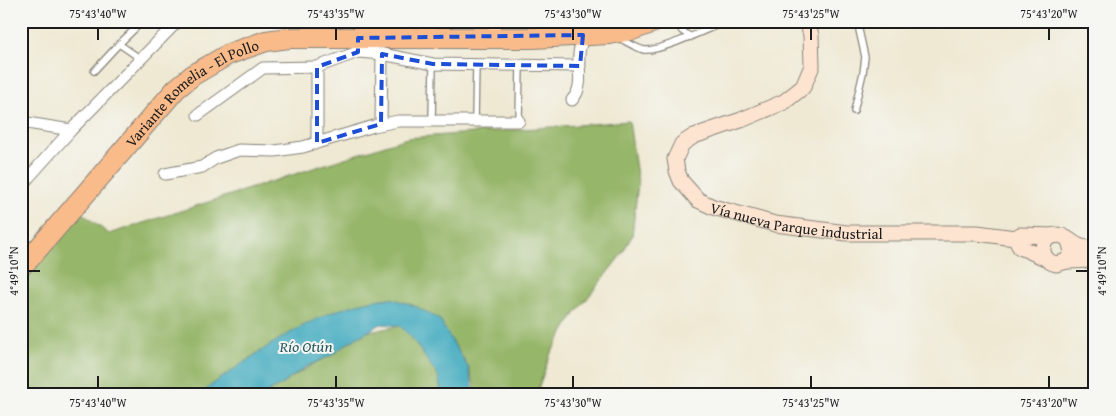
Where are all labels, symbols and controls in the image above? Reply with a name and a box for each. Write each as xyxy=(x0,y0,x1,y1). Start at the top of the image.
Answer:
text: 75°43'40"W xyxy=(69,5,128,22)
text: 75°43'35"W xyxy=(307,5,366,22)
text: 75°43'30"W xyxy=(544,5,603,22)
text: 75°43'25"W xyxy=(782,5,841,22)
text: 75°43'20"W xyxy=(1020,5,1079,22)
street label: Variante Romelia - El Pollo xyxy=(120,34,262,151)
street label: Vía nueva Parque industrial xyxy=(708,196,883,244)
text: 4°49'10"N xyxy=(5,246,22,296)
text: 4°49'10"N xyxy=(1093,246,1110,296)
water label: Río Otún xyxy=(279,334,332,358)
text: 75°43'40"W xyxy=(69,394,128,411)
text: 75°43'35"W xyxy=(307,394,366,411)
text: 75°43'30"W xyxy=(544,394,603,411)
text: 75°43'25"W xyxy=(782,394,841,411)
text: 75°43'20"W xyxy=(1020,394,1079,411)

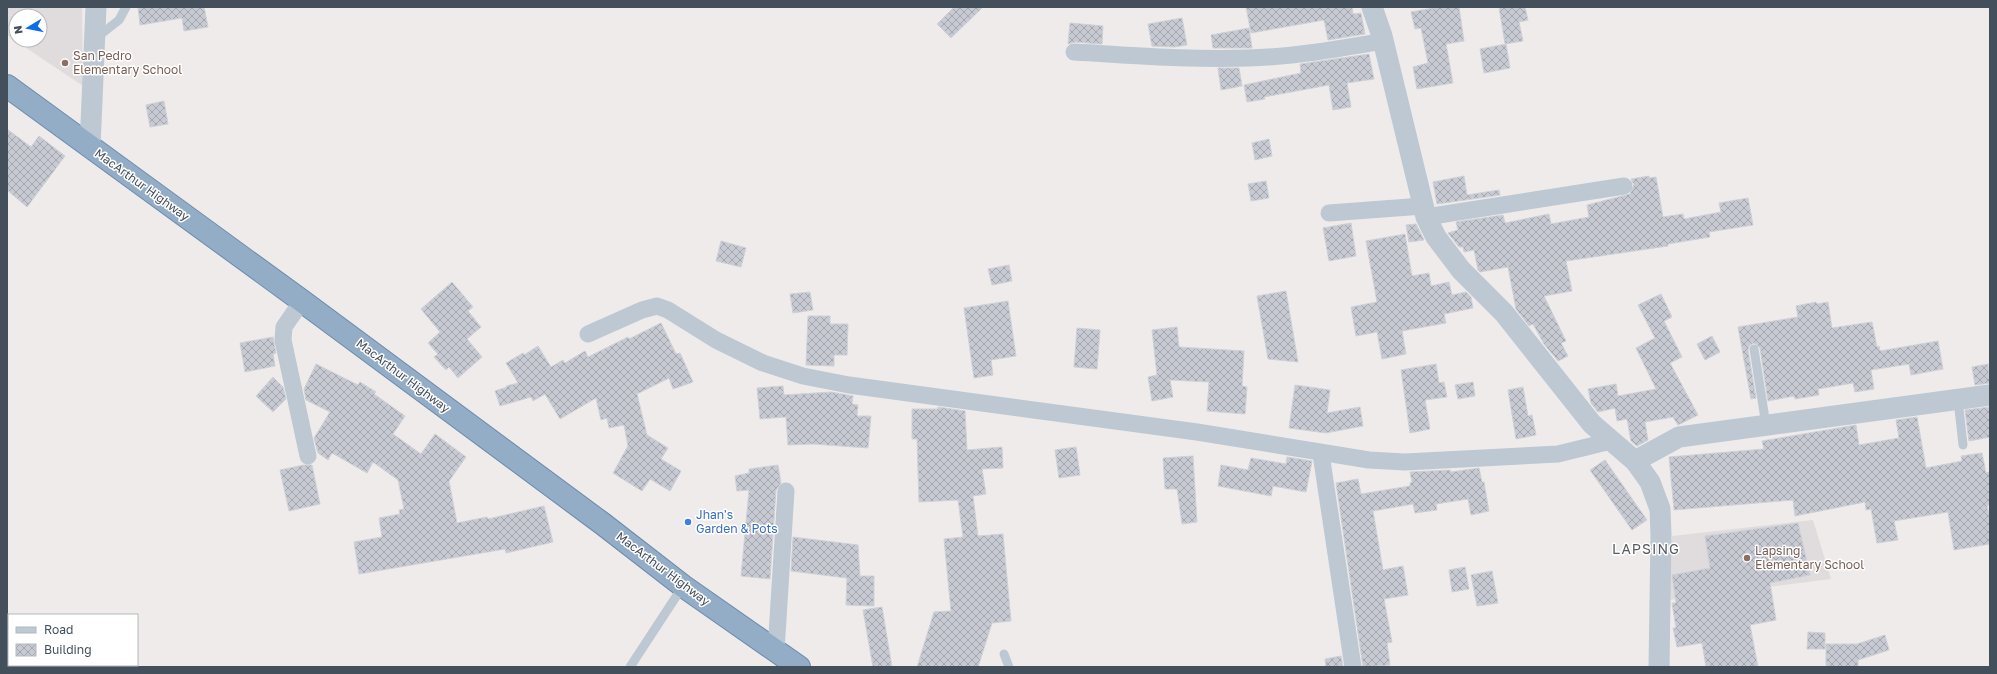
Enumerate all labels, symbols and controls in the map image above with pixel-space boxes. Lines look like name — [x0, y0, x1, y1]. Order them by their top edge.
north arrow — [8, 8, 48, 48]
text: N — [11, 25, 25, 35]
place label: San Pedro Elementary School — [73, 48, 182, 77]
marker: San Pedro Elementary School — [60, 58, 70, 68]
street label: MacArthur Highway — [92, 145, 193, 224]
street label: MacArthur Highway — [353, 335, 453, 416]
place label: Jhan's Garden & Pots — [696, 507, 778, 536]
marker: Jhan's Garden & Pots — [683, 517, 693, 527]
street label: MacArthur Highway — [613, 528, 713, 609]
district label: LAPSING — [1612, 540, 1680, 557]
place label: Lapsing Elementary School — [1755, 543, 1864, 572]
marker: Lapsing Elementary School — [1742, 553, 1752, 563]
legend — [8, 614, 138, 666]
text: Road — [44, 622, 73, 637]
text: Building — [44, 642, 92, 657]

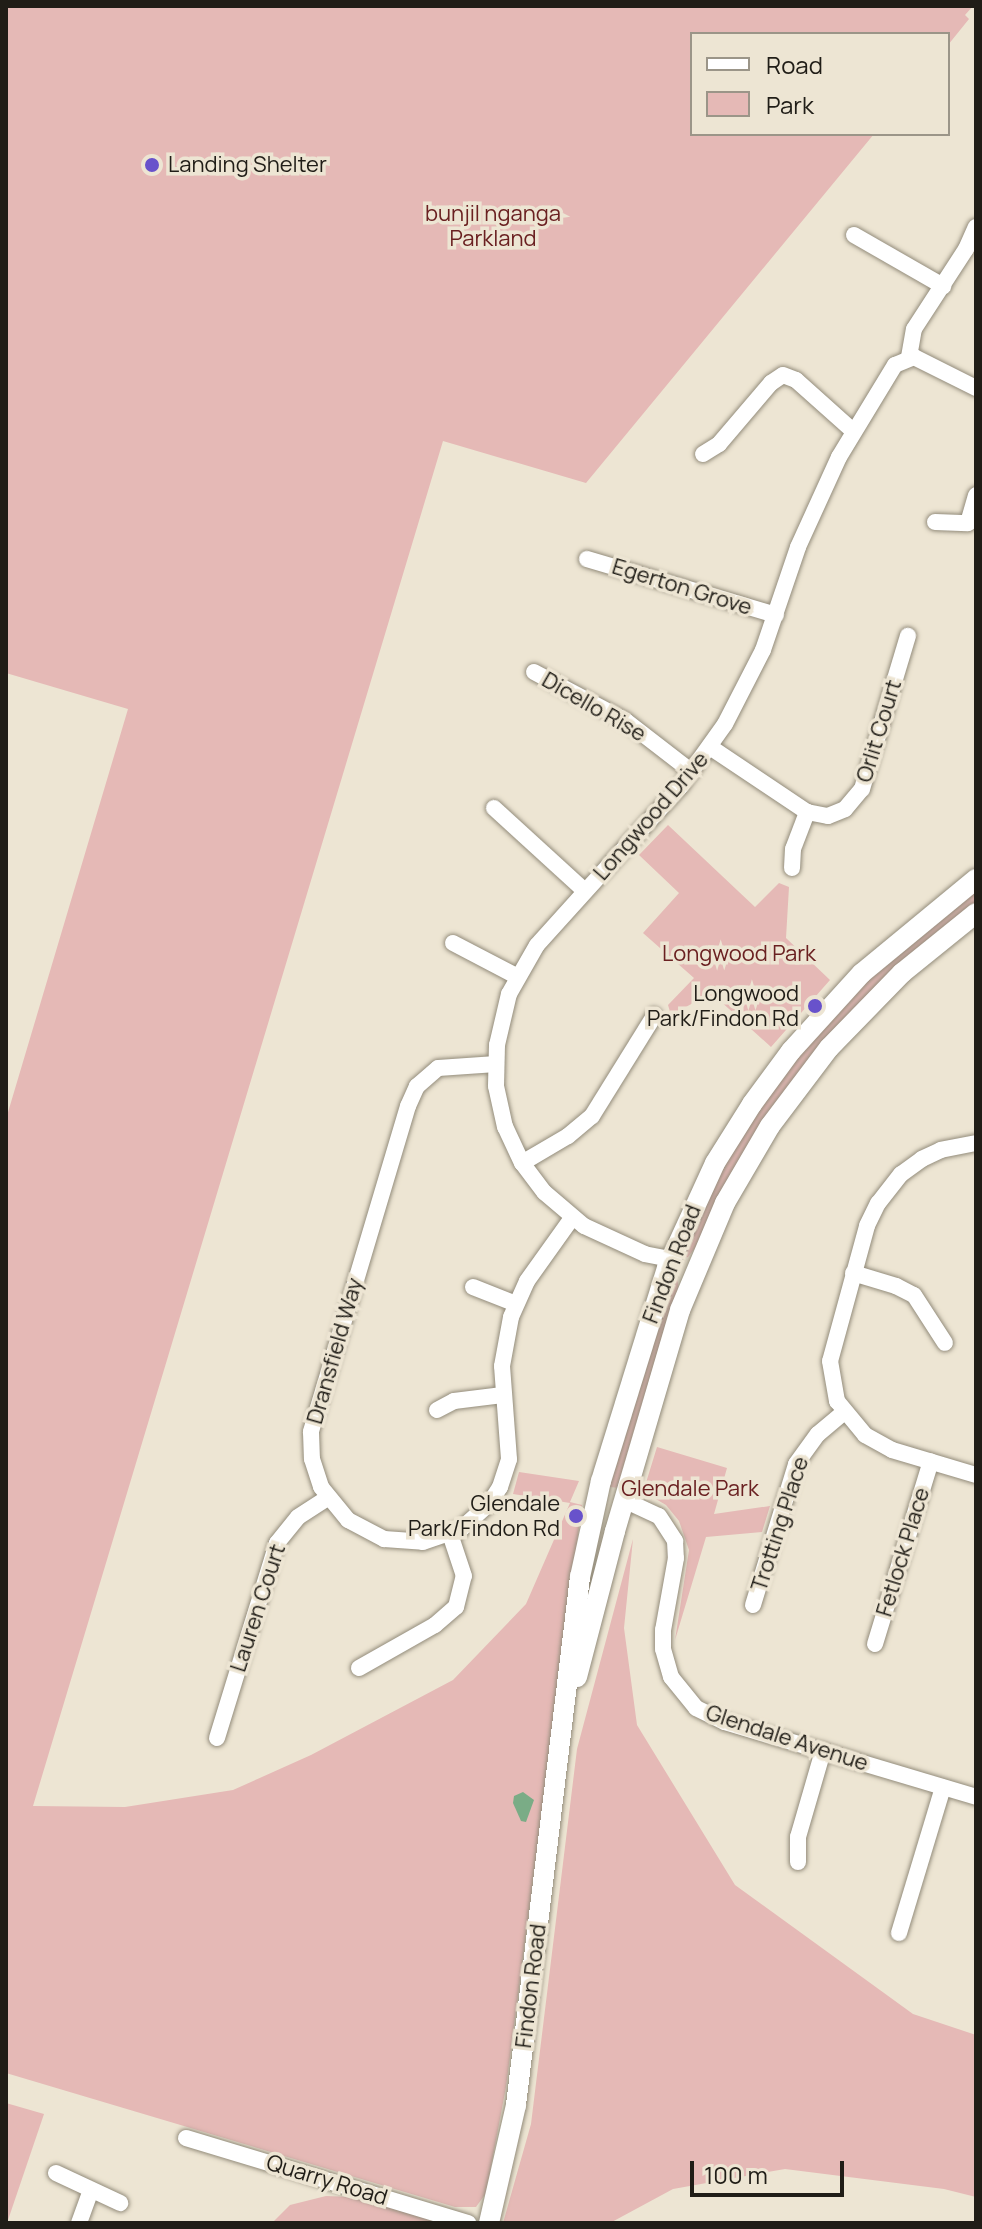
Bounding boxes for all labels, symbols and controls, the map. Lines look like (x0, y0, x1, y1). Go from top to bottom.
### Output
legend (690, 32, 950, 136)
text: Road (766, 48, 823, 81)
text: Park (766, 88, 814, 121)
place label: Landing Shelter (168, 152, 327, 178)
marker: Landing Shelter (143, 156, 161, 174)
park label: bunjil nganga Parkland (425, 200, 561, 252)
street label: Egerton Grove (609, 553, 755, 621)
street label: Dicello Rise (537, 667, 651, 747)
street label: Orlit Court (851, 677, 907, 785)
street label: Longwood Drive (588, 746, 714, 886)
park label: Longwood Park (662, 941, 816, 967)
place label: Longwood Park/Findon Rd (647, 980, 799, 1032)
marker: Longwood Park/Findon Rd (806, 997, 824, 1015)
street label: Findon Road (637, 1201, 707, 1327)
street label: Dransfield Way (302, 1275, 368, 1427)
street label: Trotting Place (746, 1453, 814, 1595)
park label: Glendale Park (621, 1476, 759, 1502)
street label: Fetlock Place (871, 1484, 935, 1620)
place label: Glendale Park/Findon Rd (408, 1490, 560, 1542)
marker: Glendale Park/Findon Rd (567, 1507, 585, 1525)
street label: Lauren Court (225, 1541, 291, 1675)
street label: Glendale Avenue (702, 1699, 872, 1777)
street label: Findon Road (510, 1922, 552, 2050)
scale bar (694, 2145, 848, 2195)
street label: Quarry Road (263, 2149, 391, 2211)
text: 100 m (704, 2158, 768, 2191)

****

§ **Directions for this task**: Only the entries themselves should be output, word for word, with all pictures omitted.

§ **Output of the task**:
Where are all labels, symbols and controls in the image above? Reply with a name and a box for each. Write each as xyxy=(x0,y0,x1,y1). Start at the top of the image.
Answer:
text: 75°43'40"W xyxy=(69,5,128,22)
text: 75°43'35"W xyxy=(307,5,366,22)
text: 75°43'30"W xyxy=(544,5,603,22)
text: 75°43'25"W xyxy=(782,5,841,22)
text: 75°43'20"W xyxy=(1020,5,1079,22)
street label: Variante Romelia - El Pollo xyxy=(120,34,262,151)
street label: Vía nueva Parque industrial xyxy=(708,196,883,244)
text: 4°49'10"N xyxy=(5,246,22,296)
text: 4°49'10"N xyxy=(1093,246,1110,296)
water label: Río Otún xyxy=(279,334,332,358)
text: 75°43'40"W xyxy=(69,394,128,411)
text: 75°43'35"W xyxy=(307,394,366,411)
text: 75°43'30"W xyxy=(544,394,603,411)
text: 75°43'25"W xyxy=(782,394,841,411)
text: 75°43'20"W xyxy=(1020,394,1079,411)

Enumerate all labels, symbols and controls in the map image above with pixel-space boxes. Lines look like name — [x0, y0, x1, y1]. Order them by their top edge.
north arrow — [8, 8, 48, 48]
text: N — [11, 25, 25, 35]
place label: San Pedro Elementary School — [73, 48, 182, 77]
marker: San Pedro Elementary School — [60, 58, 70, 68]
street label: MacArthur Highway — [92, 145, 193, 224]
street label: MacArthur Highway — [353, 335, 453, 416]
place label: Jhan's Garden & Pots — [696, 507, 778, 536]
marker: Jhan's Garden & Pots — [683, 517, 693, 527]
street label: MacArthur Highway — [613, 528, 713, 609]
district label: LAPSING — [1612, 540, 1680, 557]
place label: Lapsing Elementary School — [1755, 543, 1864, 572]
marker: Lapsing Elementary School — [1742, 553, 1752, 563]
legend — [8, 614, 138, 666]
text: Road — [44, 622, 73, 637]
text: Building — [44, 642, 92, 657]

Bounding boxes for all labels, symbols and controls, the map. Lines look like (x0, y0, x1, y1). Go from top to bottom.
### Output
legend (690, 32, 950, 136)
text: Road (766, 48, 823, 81)
text: Park (766, 88, 814, 121)
place label: Landing Shelter (168, 152, 327, 178)
marker: Landing Shelter (143, 156, 161, 174)
park label: bunjil nganga Parkland (425, 200, 561, 252)
street label: Egerton Grove (609, 553, 755, 621)
street label: Dicello Rise (537, 667, 651, 747)
street label: Orlit Court (851, 677, 907, 785)
street label: Longwood Drive (588, 746, 714, 886)
park label: Longwood Park (662, 941, 816, 967)
place label: Longwood Park/Findon Rd (647, 980, 799, 1032)
marker: Longwood Park/Findon Rd (806, 997, 824, 1015)
street label: Findon Road (637, 1201, 707, 1327)
street label: Dransfield Way (302, 1275, 368, 1427)
street label: Trotting Place (746, 1453, 814, 1595)
park label: Glendale Park (621, 1476, 759, 1502)
street label: Fetlock Place (871, 1484, 935, 1620)
place label: Glendale Park/Findon Rd (408, 1490, 560, 1542)
marker: Glendale Park/Findon Rd (567, 1507, 585, 1525)
street label: Lauren Court (225, 1541, 291, 1675)
street label: Glendale Avenue (702, 1699, 872, 1777)
street label: Findon Road (510, 1922, 552, 2050)
scale bar (694, 2145, 848, 2195)
street label: Quarry Road (263, 2149, 391, 2211)
text: 100 m (704, 2158, 768, 2191)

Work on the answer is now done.